Fuller cites GAHP’s influence on the Sustainable Development Goals (SDGs) in 2015 and the Lancet Commission on Pollution and Health report in 2017 as the impetus for separating itself from Pure Earth. GAHP, on behalf of LMICs, played an important role in ensuring that the SDG on health included the impacts of all types of pollution, such as hazardous chemicals, air, water, and soils. The commission’s report, produced by GAHP, The Lancet, and the Icahn School of Medicine at Mount Sinai, named pollution as the largest environmental cause of disease and death, contributing to an estimated 9 million premature deaths a year. Fuller co-chaired the report with Philip Landrigan, M.D., director of Boston College’s Global Observatory on Pollution and Health.
The findings from the report are guiding the way GAHP members and observers are developing international dialogue, national policies, and strategic frameworks, including at NIEHS. “The report is sort of the reference document in this space now,” said Landrigan. “It lays out in great detail the fact that pollution is a huge problem, but it can be prevented.” NIEHS participated in an inaugural workshop based on the report’s recommendations in March 2018 for the Global Burden of Disease Pollution Health Initiative, which aims to expand the tracking of the health burden of environmental pollution. In November 2018, the Institute invited Landrigan, Fuller, and former NAEHS Council member Howard Hu, M.D., Ph.D., to participate in an Office of the Director workshop on pollution and health.
Collaborating with Research Institutions
Like other international environmental health movements, GAHP and Landrigan recognize the opportunity in building relationships to further address pollution. “Partnership is essential. These are all enormous issues and no one individual or institution is sufficient for the task. The only way to make progress is to form partnerships,” said Landrigan. “At the end of the day, we want government leaders and the global public to understand that pollution is a problem that can be solved. It is not inevitable.”
The Global Observatory on Pollution and Health, launched by Landrigan in September 2018, is a partnership among Boston College, the Harvard T.H. Chan School of Public Health, and the United Nations Environment Programme. The Harvard T.H. Chan School of Public Health and the United Nations Environment Programme are also GAHP members.
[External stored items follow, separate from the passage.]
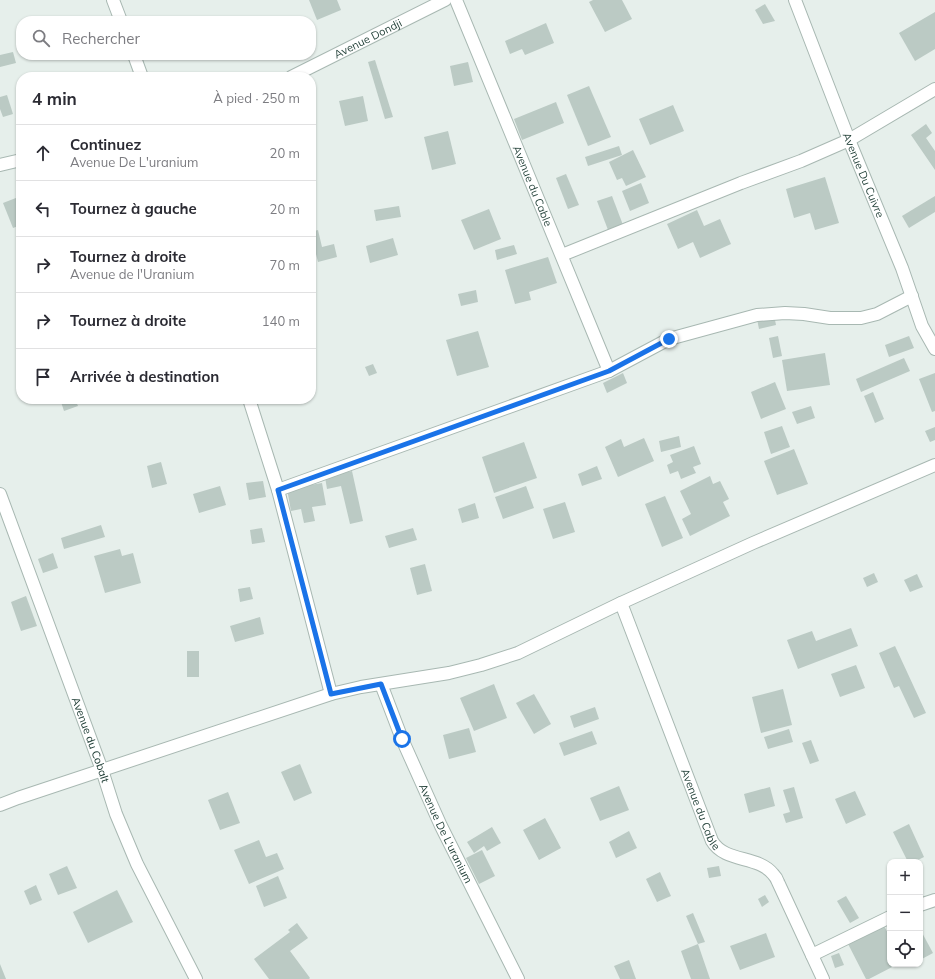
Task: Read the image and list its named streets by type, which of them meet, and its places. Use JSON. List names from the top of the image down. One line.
{"streets":{"street":["Avenue Dondji","Avenue Du Cuivre","Avenue du Cable","Avenue du Cobalt","Avenue De L'uranium"]},"page":{"search":"Rechercher","heading":["4 min","À pied · 250 m"],"list":[["Continuez","Avenue De L'uranium","20 m"],["Tournez à gauche","20 m"],["Tournez à droite","Avenue de l'Uranium","70 m"],["Tournez à droite","140 m"],"Arrivée à destination"],"map_buttons":["+","−"]}}
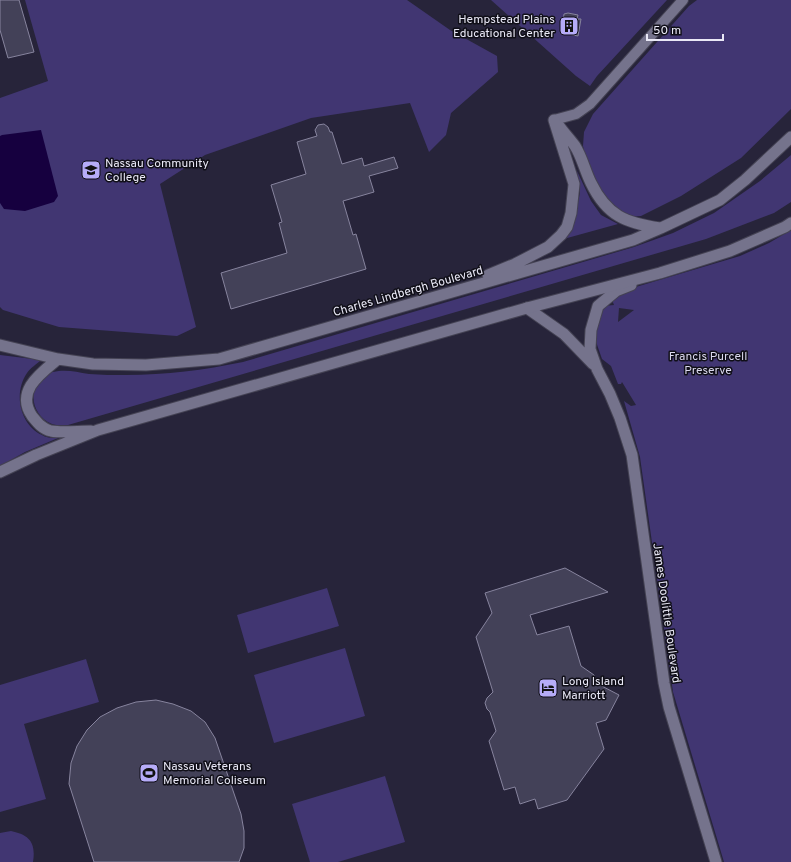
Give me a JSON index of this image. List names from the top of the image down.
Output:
{
  "streets": {
    "main road": ["Charles Lindbergh Boulevard", "James Doolittle Boulevard"]
  },
  "parks": ["Francis Purcell Preserve"],
  "places": {
    "building": ["Hempstead Plains Educational Center"],
    "school or university": ["Nassau Community College"],
    "hotel": ["Long Island Marriott"],
    "sports": ["Nassau Veterans Memorial Coliseum"]
  },
  "scale_bar": "50 m"
}
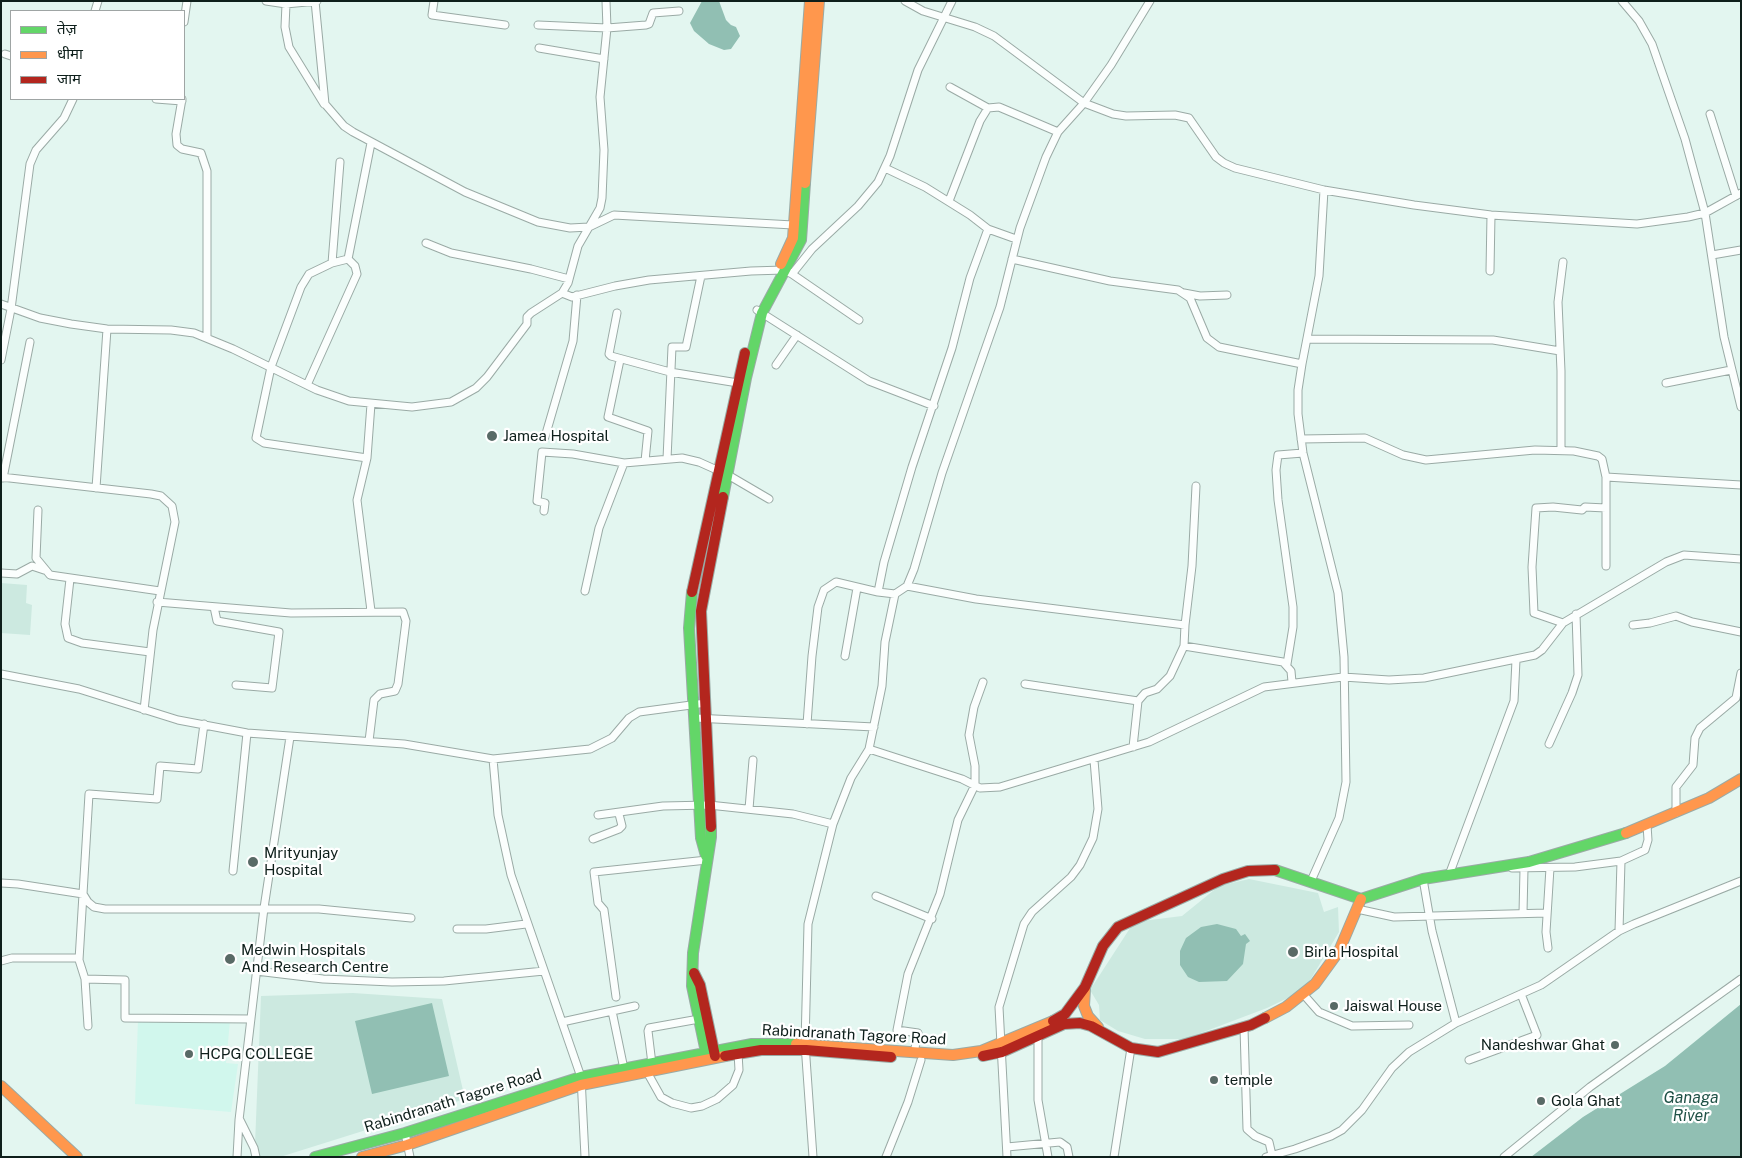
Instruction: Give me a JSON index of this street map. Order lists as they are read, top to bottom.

The NIEHS Global Environmental Health Program is exploring ways to provide technical support to GAHP in its efforts to address environmental health problems around the world. Though NIEHS is not a formal member of GAHP, it will serve as an observer and follow GAHP’s work. “NIEHS and the Global Alliance on Health and Pollution share the same goal of reducing the burden of diseases caused by environmental exposure around the world,” said John Balbus, M.D., NIEHS senior advisor for public health and Global Environmental Health Program director. “By serving as an observer to the Alliance, we hope to identify ways that we can bring our various scientific resources to bear where they are most needed.”
NIEHS is open to and has established relationships with other international organizations in the past. Most notably, NIEHS has been collaborating with the World Health Organization (WHO) since the 1970’s. In 2013, the Institute was designated as the WHO Collaborating Centre for Environmental Health Sciences, dedicated to translating research findings into effective public health interventions around the world. In addition, NIEHS supports the WHO Chemical Risk Assessment Network, which builds technical capacity and communicates the harms of chemical exposure and toxicity.